Crispy Parmesan and Gruyere Potato
Ingredients
4 large potatoes (about 2 pounds)
1 cup grated Gruyere cheese
1 cup grated Parmesan cheese
2 cups heavy cream2 cloves garlic, minced
1/4 teaspoon nutmeg
Salt and pepper to taste
2 tablespoons butter (for greasing the dish)
Fresh parsley (for garnish, optional)
Directions
Preheat Oven: Set your oven to 375°F (190°C). Grease a baking dish with butter for a non-stick base.
Peel and thinly slice the potatoes (about 1/8 inch thick). Use a mandolin for perfectly even slices.

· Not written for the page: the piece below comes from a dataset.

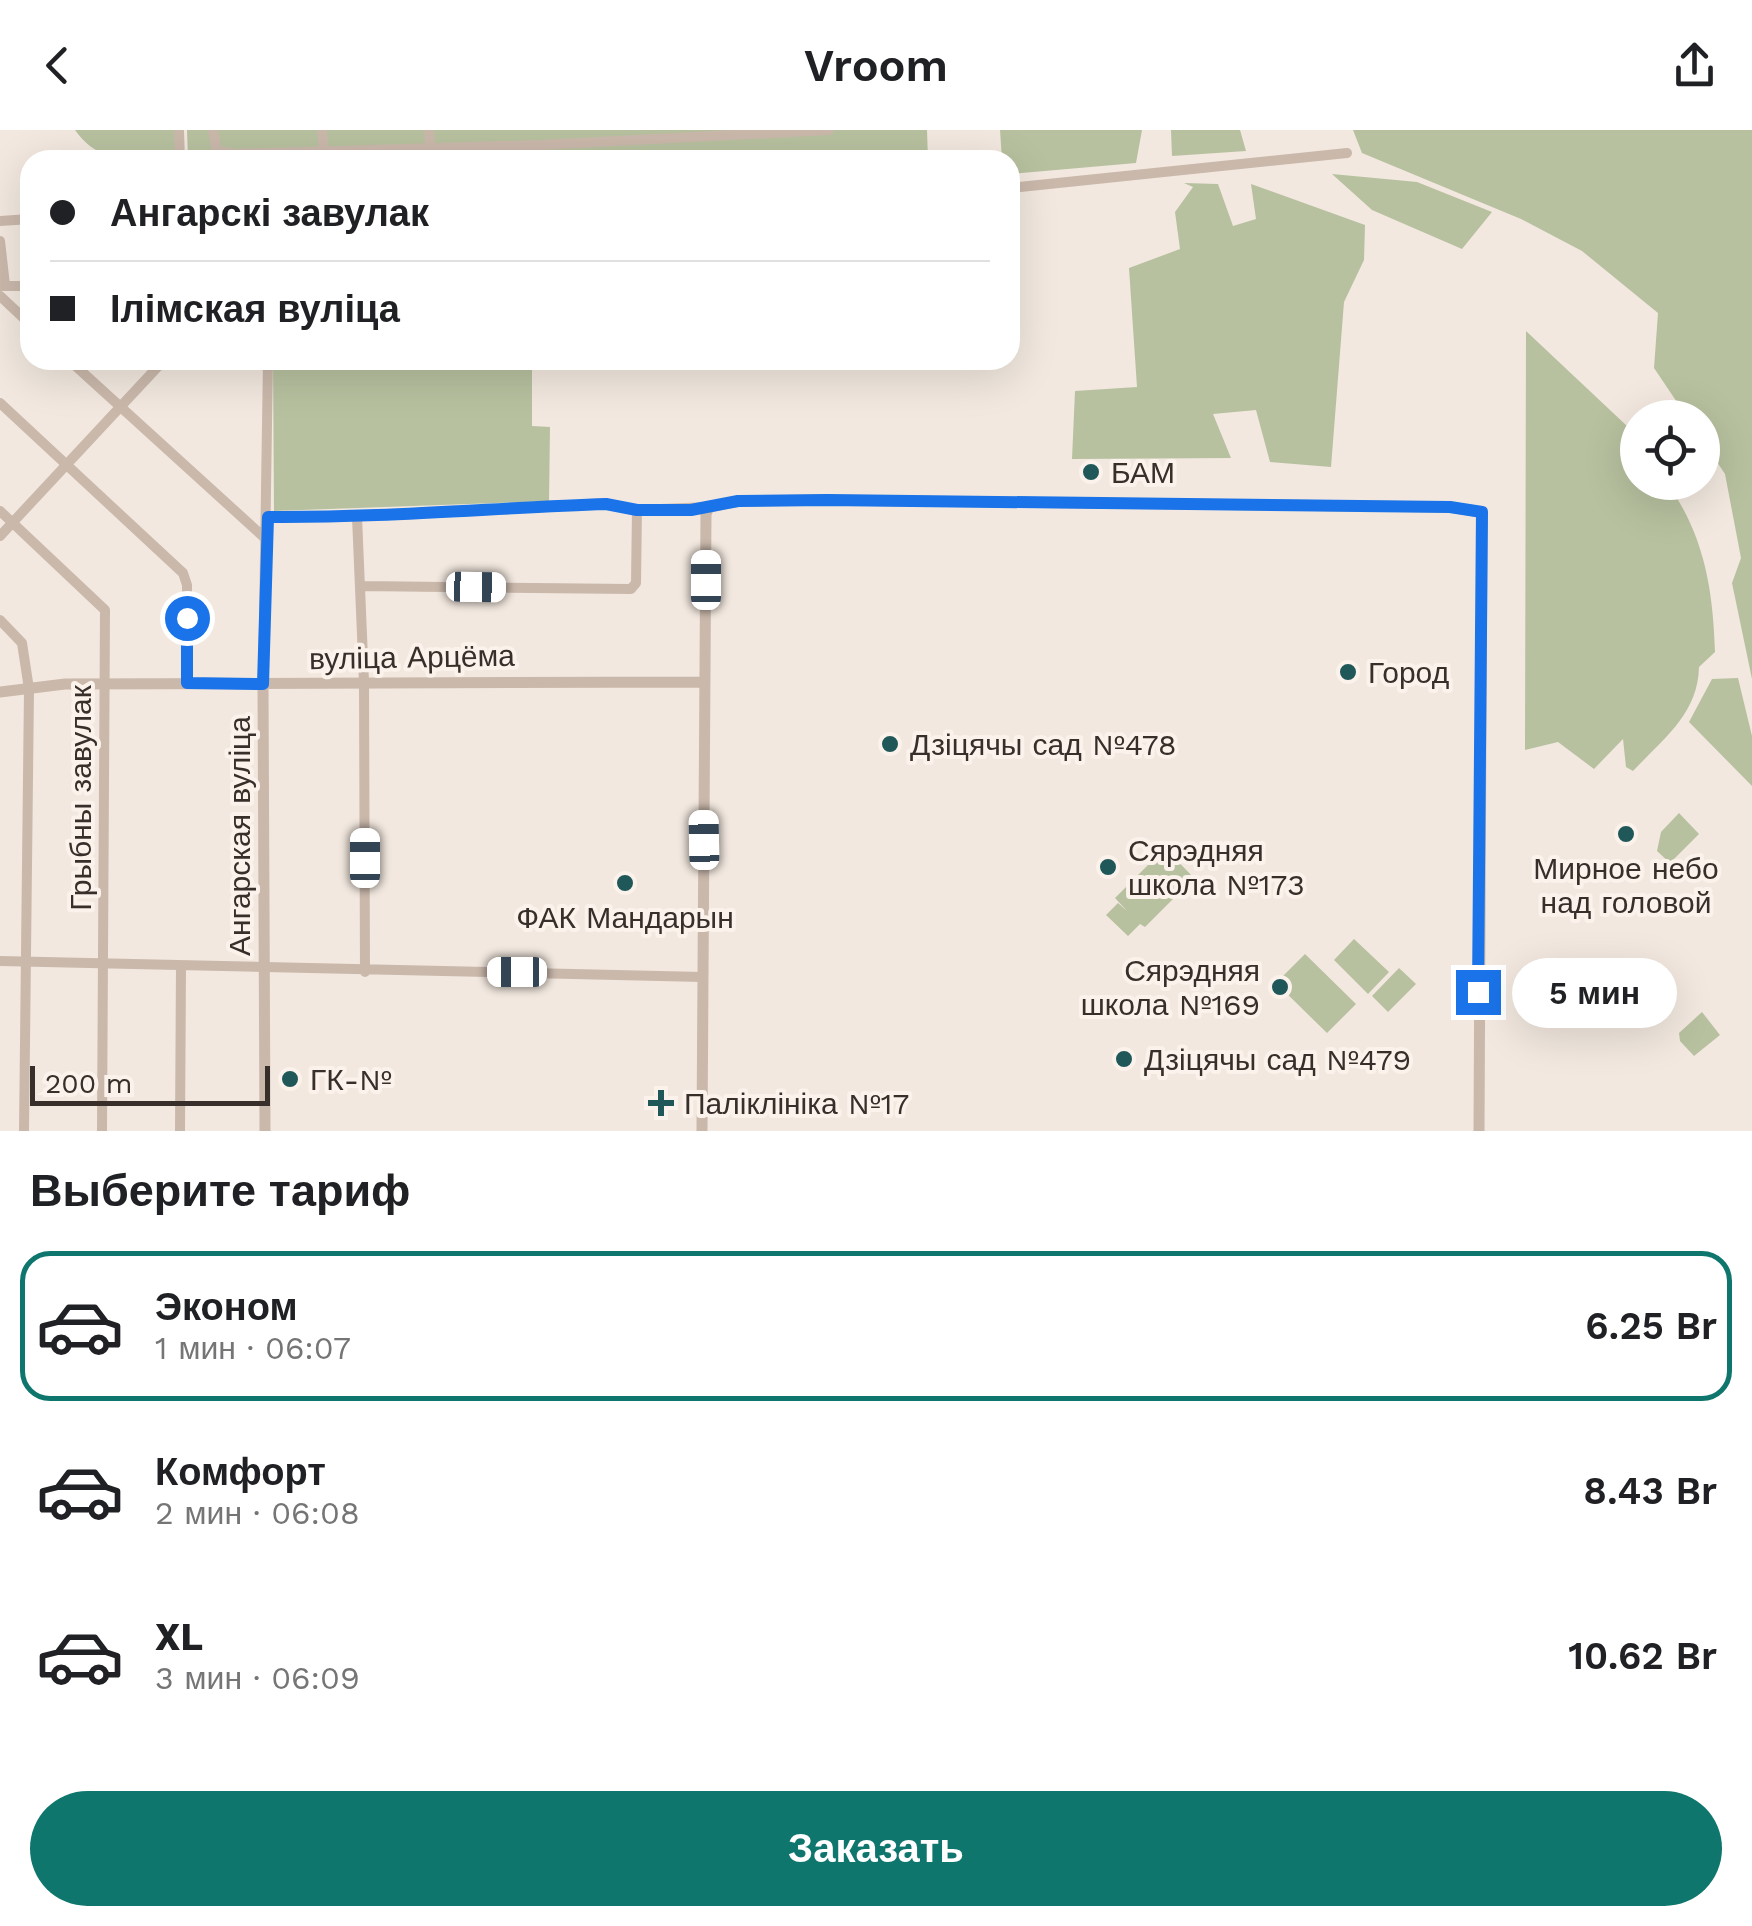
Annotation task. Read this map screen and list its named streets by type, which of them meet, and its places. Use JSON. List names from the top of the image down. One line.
{"streets":{"street":["вуліца Арцёма","Грыбны завулак","Ангарская вуліца"]},"crossings":[["вуліца Арцёма","Грыбны завулак"],["вуліца Арцёма","Ангарская вуліца"]],"places":{"other":["БАМ","Город","Дзіцячы сад №478","Мирное небо над головой","Сярэдняя школа №173","ФАК Мандарын","Сярэдняя школа №169","Дзіцячы сад №479","ГК-№"],"health":["Паліклініка №17"]},"scale_bar":"200 m","page":{"header":"Vroom","banner":["Ангарскі завулак","Ілімская вуліца"],"bubble":"5 мин","scale":"200 m","heading":"Выберите тариф","list":[{"name":"Эконом","note":"1 мин · 06:07","value":"6.25 Br"},{"name":"Комфорт","note":"2 мин · 06:08","value":"8.43 Br"},{"name":"XL","note":"3 мин · 06:09","value":"10.62 Br"}],"buttons":"Заказать"}}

In a mixing bowl, combine heavy cream, minced garlic, nutmeg, salt, and pepper. Stir until well blended.
Spread half the potato slices in the greased baking dish. Pour half the cream mixture evenly over the potatoes.
Sprinkle half the Gruyere and Parmesan cheeses on top. Repeat with the remaining potatoes, cream, and cheeses.
Cover the dish with aluminum foil and bake for 45 minutes. Remove the foil and bake for an additional 30-40 minutes until the top turns golden and crispy.
Cool and Serve: Allow the gratin to cool for about 10 minutes before serving. Garnish with fresh parsley (optional).